Rien ne l’anime en particulier, si ce ne sont la flemme et l’ennui : la flemme de faire les quelques pas qui le séparent des toilettes de l’appartement, l’ennui de cette fin d’adolescence ordinaire et sans éclat dont il reporte toute la responsabilité – à ces moments où la poix de sa cervelle lâche un peu de lest – sur la meute mouvante et agissante qui l’entoure et dont Robert, le voisin du premier, est un excellent prototype.
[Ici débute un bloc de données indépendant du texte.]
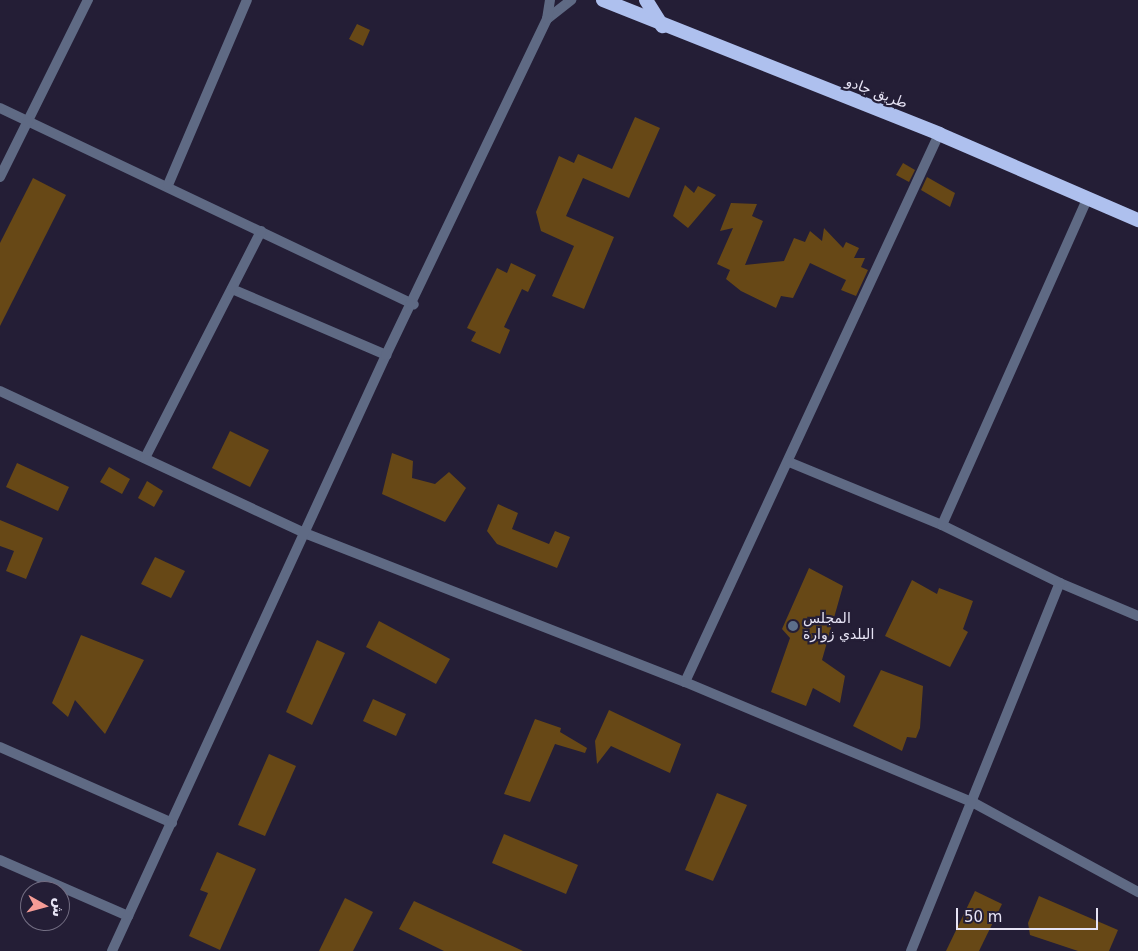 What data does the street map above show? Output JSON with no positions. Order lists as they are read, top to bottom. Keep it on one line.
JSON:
{"streets":{"highway":["طريق جادو"]},"places":["المجلس البلدي زوارة"],"scale_bar":"50 m","north":"right"}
Didier n’est ni jaloux, ni envieux, ni même haineux, mais lorsqu’il voit Robert s’agiter, se démener, se vouer tout entier à son rêve d’agriculture en chambre, il se dit que cet excès de passion et de vitalité est inique, qu’il n’est pas normal que les choses soient si mal distribuées, et si Robert a trop de ce que lui n’a pas, c’est qu’il l’a ravi, dérobé, volé : Robert est un dérobeur, un voleur, et qu’il l’ignore ne fait qu’aggraver sa faute ; c’est pour cette ignorance que Didier, un jour proche, ses semences germantes conchiera...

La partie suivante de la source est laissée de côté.